Scholastic, $3.99, ISBN 0-590-67320-3
Horror, 1996
It’s interesting how peanut butter, jelly, and sandwiches feature quite frequently in Goosebumps stories. It’s perhaps to be expected that something like Beware of the Purple Peanut Butter will surface in the Give Yourself Goosebumps line!
Sadly, this one isn’t about hungry giant peanut butter jelly sandwiches on the prowl for kiddie flesh. The actual campaign is far more mundane.
You are forced to stay with your cousins Dora and Barney for the summer as your parents will rather forget that you exist and party it up in Europe. Unfortunately, Barney is a bully who is bigger and stronger than you, while Dora is a whiny brat who wants you to play with her and her dolls. Your cousins and their parents have just recently moved into this big house, and before they go off to work, your uncle and aunt warn you not to go into the basement, as it hasn’t been cleared yet and who knows what is in there. Of course you will sneak down there to hide from Barney.
While down there, you are hungry and you find two yummies in the old fridge. A container has very nice-smelling purple goop – that will be the peanut butter – while another container has a piece of chocolate cake. Which one will you eat? As the back cover reveals, slurping on the goop will shrink you down in size, while munching on the cake will make you get bigger – much bigger. And in case any cop is reading this, that last part of the previous sentence does not contain any double entendre, so there.

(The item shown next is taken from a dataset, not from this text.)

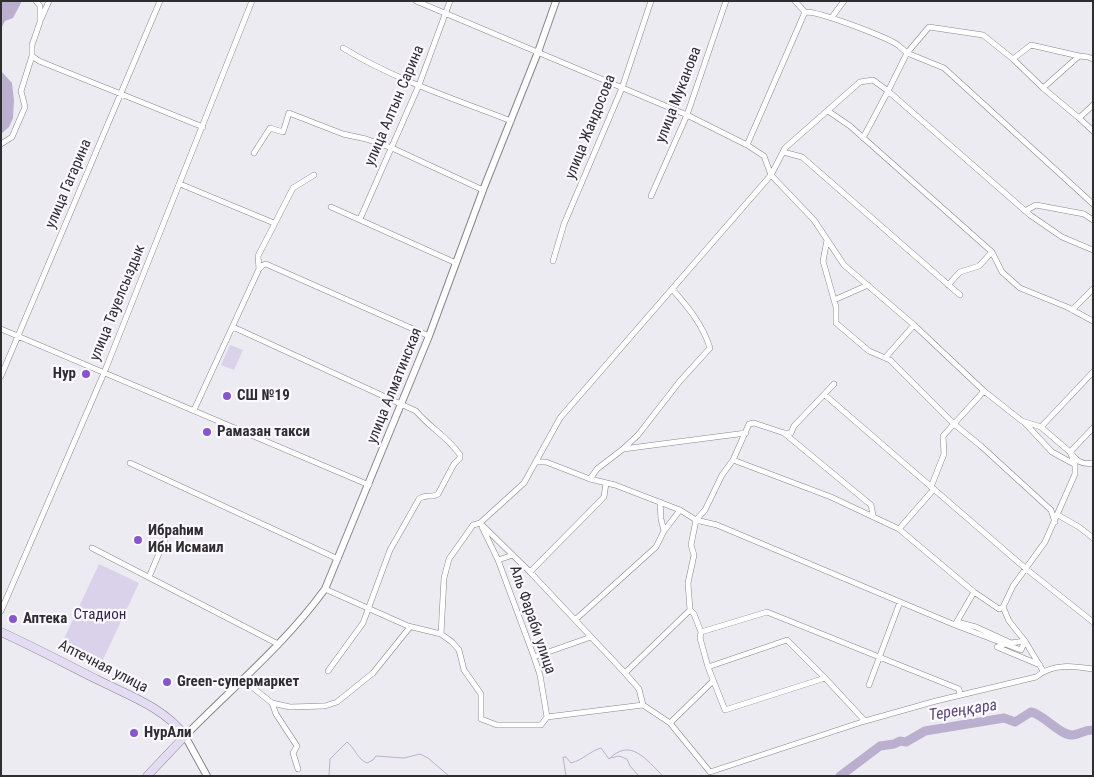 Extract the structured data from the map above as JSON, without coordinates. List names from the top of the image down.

Of course, you can say that this one is a homage to Alice’s Adventures in Wonderland, Honey, I Shrunk the Kids, and Attack of the 50 Foot Woman (are kids allowed to watch that?), but sadly, this one isn’t an interesting campaign. The expected pitfalls of being too big or too small happen like you expect them to, and even the bad endings are predictable because you have seen them many times before in various comics, movies, and whatever else. Nothing here feels really inventive or fresh – just going through the motions, really.
It’s hard to imagine this one working for the older crowd. Get it for your kids or your collection, but don’t expect to revisit this one often.